Data extracted from a collection
= Beginning of Section =
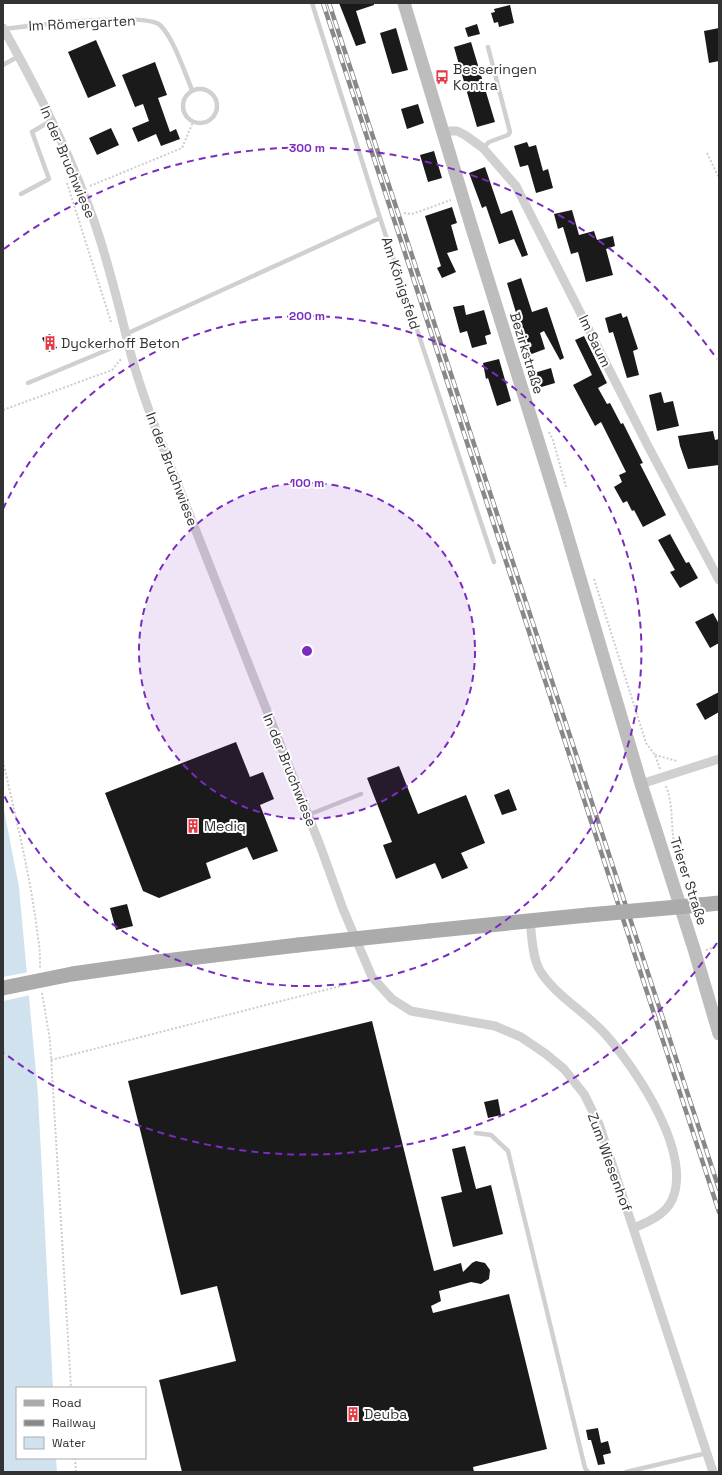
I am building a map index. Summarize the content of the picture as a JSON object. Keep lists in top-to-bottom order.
{
  "streets": {
    "street": [
      "In der Bruchwiese",
      "Im Saum",
      "Bezirkstraße",
      "Trierer Straße",
      "Zum Wiesenhof"
    ],
    "lane": ["Im Römergarten", "Am Königsfeld"]
  },
  "crossings": [
    ["Im Römergarten", "In der Bruchwiese"],
    ["In der Bruchwiese", "Zum Wiesenhof"],
    ["Im Saum", "Bezirkstraße"],
    ["Bezirkstraße", "Trierer Straße"]
  ],
  "places": {
    "bus stop": ["Besseringen Kontra"],
    "building": ["Dyckerhoff Beton", "Mediq", "Deuba"]
  },
  "legend": ["Road", "Railway", "Water"],
  "rings": ["300 m", "200 m", "100 m"]
}
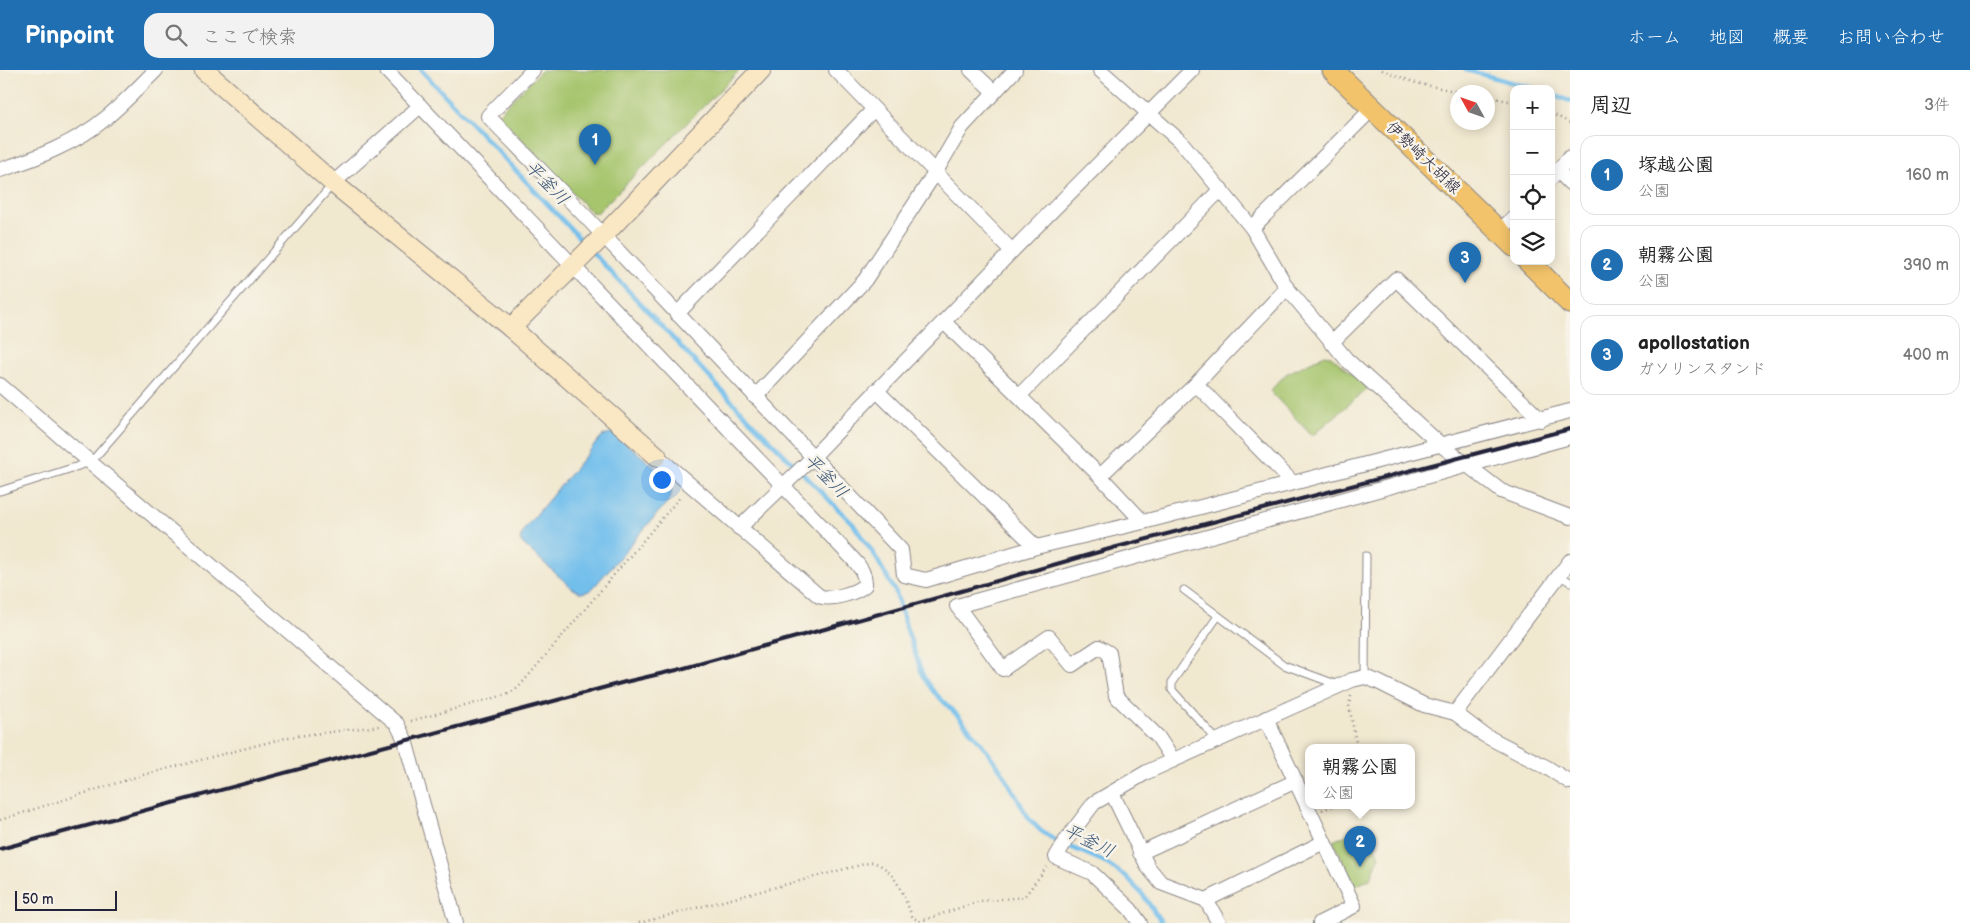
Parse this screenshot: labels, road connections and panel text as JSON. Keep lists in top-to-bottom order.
{
  "streets": {
    "main road": ["伊勢崎大胡線"]
  },
  "water": ["平釜川"],
  "scale_bar": "50 m",
  "north": "top left",
  "page": {
    "header": "Pinpoint",
    "search": "ここで検索",
    "nav": [
      "ホーム",
      "地図",
      "概要",
      "お問い合わせ"
    ],
    "heading": ["周辺", "3件"],
    "map_buttons": ["+", "−"],
    "pins": ["1", "3", "2"],
    "list": [
      {
        "mark": "1",
        "name": "塚越公園",
        "note": "公園",
        "value": "160 m"
      },
      {
        "mark": "2",
        "name": "朝霧公園",
        "note": "公園",
        "value": "390 m"
      },
      {
        "mark": "3",
        "name": "apollostation",
        "note": "ガソリンスタンド",
        "value": "400 m"
      }
    ],
    "popup": ["朝霧公園", "公園"],
    "scale": "50 m"
  }
}
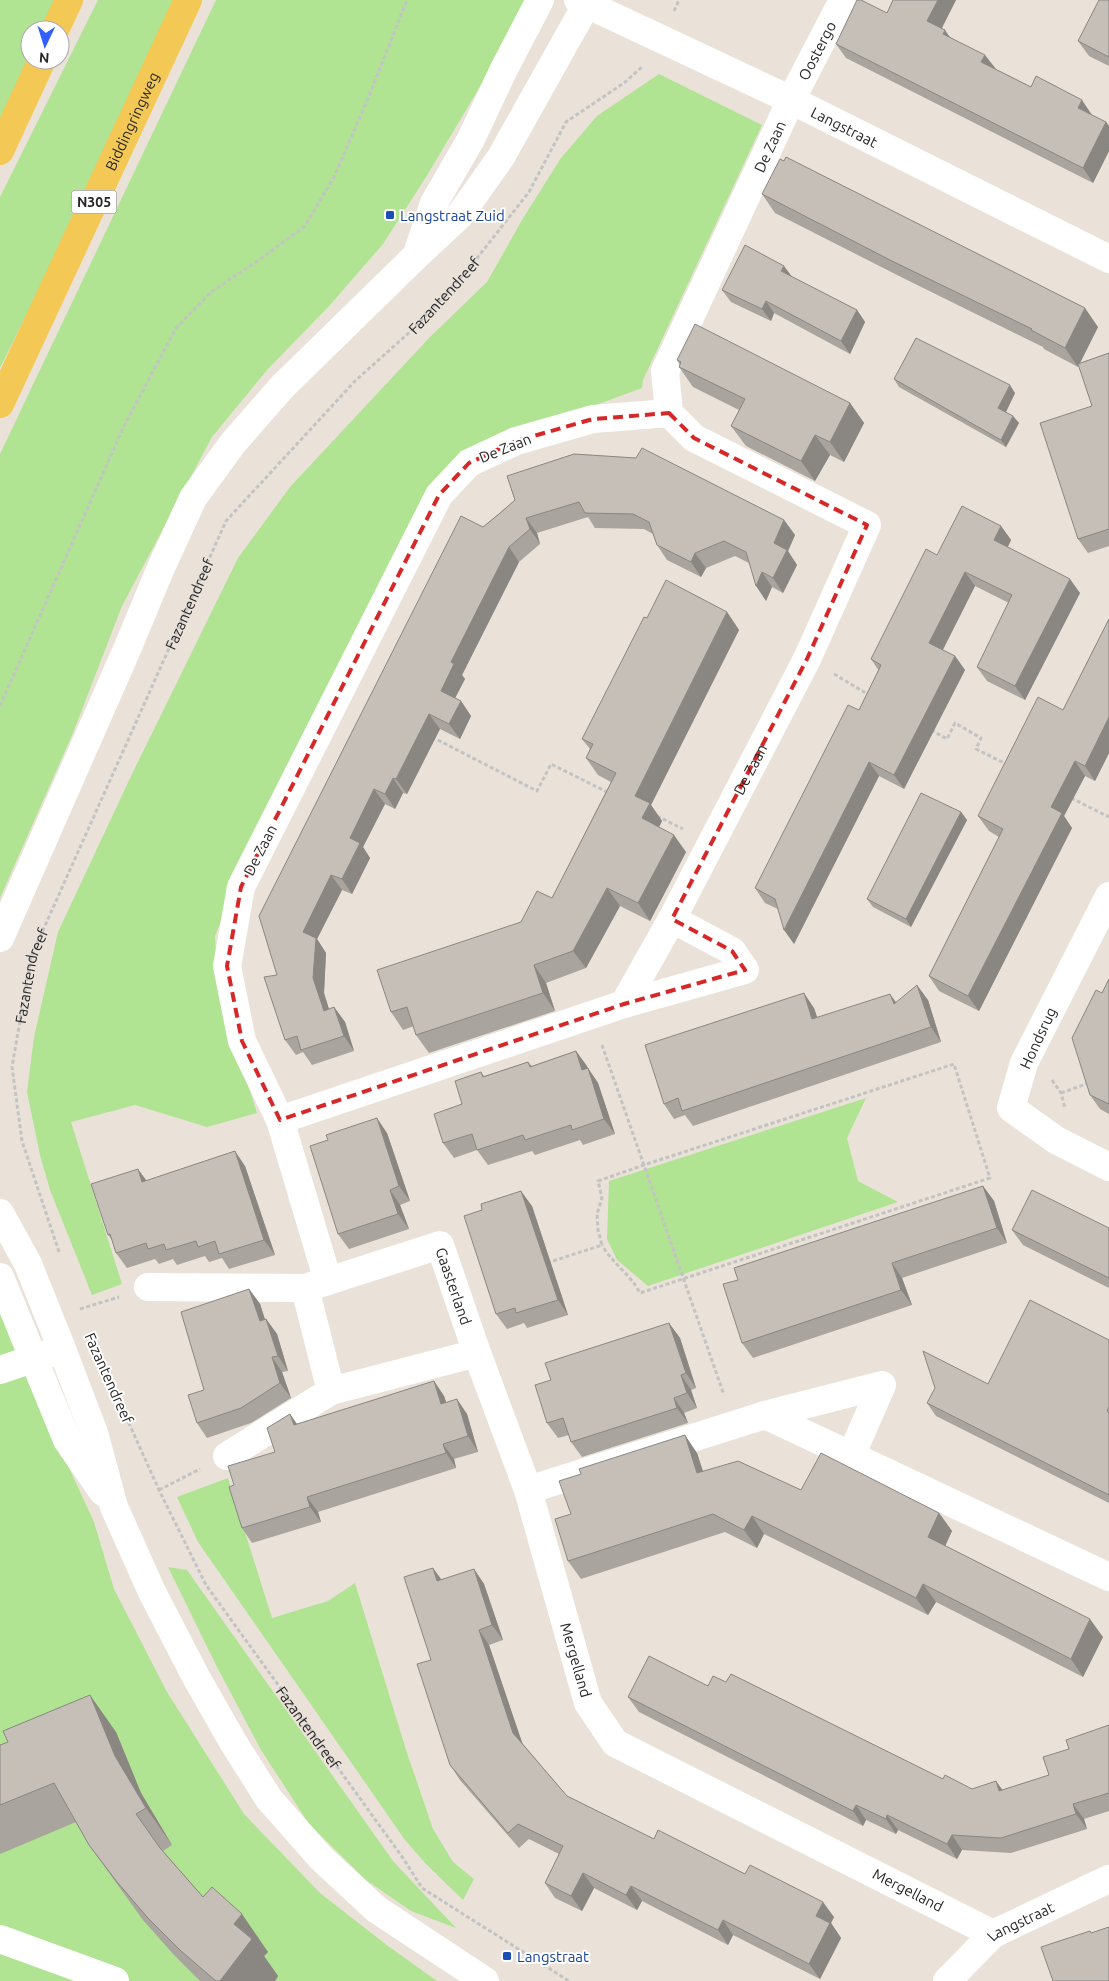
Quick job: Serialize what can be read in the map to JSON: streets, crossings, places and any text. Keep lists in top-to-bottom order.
{
  "streets": {
    "main road": ["Biddingringweg", "N305"],
    "street": [
      "Oostergo",
      "Langstraat",
      "De Zaan",
      "Fazantendreef",
      "Hondsrug",
      "Gaasterland",
      "Mergelland"
    ]
  },
  "crossings": [
    ["Oostergo", "Langstraat"],
    ["Oostergo", "De Zaan"],
    ["Langstraat", "De Zaan"],
    ["Langstraat", "Fazantendreef"],
    ["Langstraat", "Mergelland"],
    ["Gaasterland", "Mergelland"]
  ],
  "places": {
    "transit": ["Langstraat Zuid", "Langstraat"]
  },
  "north": "bottom"
}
= End of Section =
### What the task asks
Without the pictures, restate all the entries above exactly.

### Answer to the problem
I am building a map index. Summarize the content of the picture as a JSON object. Keep lists in top-to-bottom order.
{
  "streets": {
    "street": [
      "In der Bruchwiese",
      "Im Saum",
      "Bezirkstraße",
      "Trierer Straße",
      "Zum Wiesenhof"
    ],
    "lane": ["Im Römergarten", "Am Königsfeld"]
  },
  "crossings": [
    ["Im Römergarten", "In der Bruchwiese"],
    ["In der Bruchwiese", "Zum Wiesenhof"],
    ["Im Saum", "Bezirkstraße"],
    ["Bezirkstraße", "Trierer Straße"]
  ],
  "places": {
    "bus stop": ["Besseringen Kontra"],
    "building": ["Dyckerhoff Beton", "Mediq", "Deuba"]
  },
  "legend": ["Road", "Railway", "Water"],
  "rings": ["300 m", "200 m", "100 m"]
}
Parse this screenshot: labels, road connections and panel text as JSON. Keep lists in top-to-bottom order.
{
  "streets": {
    "main road": ["伊勢崎大胡線"]
  },
  "water": ["平釜川"],
  "scale_bar": "50 m",
  "north": "top left",
  "page": {
    "header": "Pinpoint",
    "search": "ここで検索",
    "nav": [
      "ホーム",
      "地図",
      "概要",
      "お問い合わせ"
    ],
    "heading": ["周辺", "3件"],
    "map_buttons": ["+", "−"],
    "pins": ["1", "3", "2"],
    "list": [
      {
        "mark": "1",
        "name": "塚越公園",
        "note": "公園",
        "value": "160 m"
      },
      {
        "mark": "2",
        "name": "朝霧公園",
        "note": "公園",
        "value": "390 m"
      },
      {
        "mark": "3",
        "name": "apollostation",
        "note": "ガソリンスタンド",
        "value": "400 m"
      }
    ],
    "popup": ["朝霧公園", "公園"],
    "scale": "50 m"
  }
}
Quick job: Serialize what can be read in the map to JSON: streets, crossings, places and any text. Keep lists in top-to-bottom order.
{
  "streets": {
    "main road": ["Biddingringweg", "N305"],
    "street": [
      "Oostergo",
      "Langstraat",
      "De Zaan",
      "Fazantendreef",
      "Hondsrug",
      "Gaasterland",
      "Mergelland"
    ]
  },
  "crossings": [
    ["Oostergo", "Langstraat"],
    ["Oostergo", "De Zaan"],
    ["Langstraat", "De Zaan"],
    ["Langstraat", "Fazantendreef"],
    ["Langstraat", "Mergelland"],
    ["Gaasterland", "Mergelland"]
  ],
  "places": {
    "transit": ["Langstraat Zuid", "Langstraat"]
  },
  "north": "bottom"
}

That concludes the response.